— Exercise prompt —
The expected answer is the complete listing, reproduced character for character.

— Data supplied —
===============

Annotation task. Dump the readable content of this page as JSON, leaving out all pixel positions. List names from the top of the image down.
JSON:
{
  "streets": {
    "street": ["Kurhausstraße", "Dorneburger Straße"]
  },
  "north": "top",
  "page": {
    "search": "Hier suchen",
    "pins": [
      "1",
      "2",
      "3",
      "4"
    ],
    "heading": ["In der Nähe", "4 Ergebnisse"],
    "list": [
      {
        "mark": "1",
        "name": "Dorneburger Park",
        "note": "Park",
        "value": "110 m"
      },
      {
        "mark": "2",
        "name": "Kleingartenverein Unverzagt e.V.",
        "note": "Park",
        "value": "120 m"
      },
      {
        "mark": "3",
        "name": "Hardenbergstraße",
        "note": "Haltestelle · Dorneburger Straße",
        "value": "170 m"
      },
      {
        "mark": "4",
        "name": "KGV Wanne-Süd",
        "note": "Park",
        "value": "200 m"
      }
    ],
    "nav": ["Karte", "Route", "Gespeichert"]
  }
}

===============

— Solved problem —
Annotation task. Dump the readable content of this page as JSON, leaving out all pixel positions. List names from the top of the image down.
JSON:
{
  "streets": {
    "street": ["Kurhausstraße", "Dorneburger Straße"]
  },
  "north": "top",
  "page": {
    "search": "Hier suchen",
    "pins": [
      "1",
      "2",
      "3",
      "4"
    ],
    "heading": ["In der Nähe", "4 Ergebnisse"],
    "list": [
      {
        "mark": "1",
        "name": "Dorneburger Park",
        "note": "Park",
        "value": "110 m"
      },
      {
        "mark": "2",
        "name": "Kleingartenverein Unverzagt e.V.",
        "note": "Park",
        "value": "120 m"
      },
      {
        "mark": "3",
        "name": "Hardenbergstraße",
        "note": "Haltestelle · Dorneburger Straße",
        "value": "170 m"
      },
      {
        "mark": "4",
        "name": "KGV Wanne-Süd",
        "note": "Park",
        "value": "200 m"
      }
    ],
    "nav": ["Karte", "Route", "Gespeichert"]
  }
}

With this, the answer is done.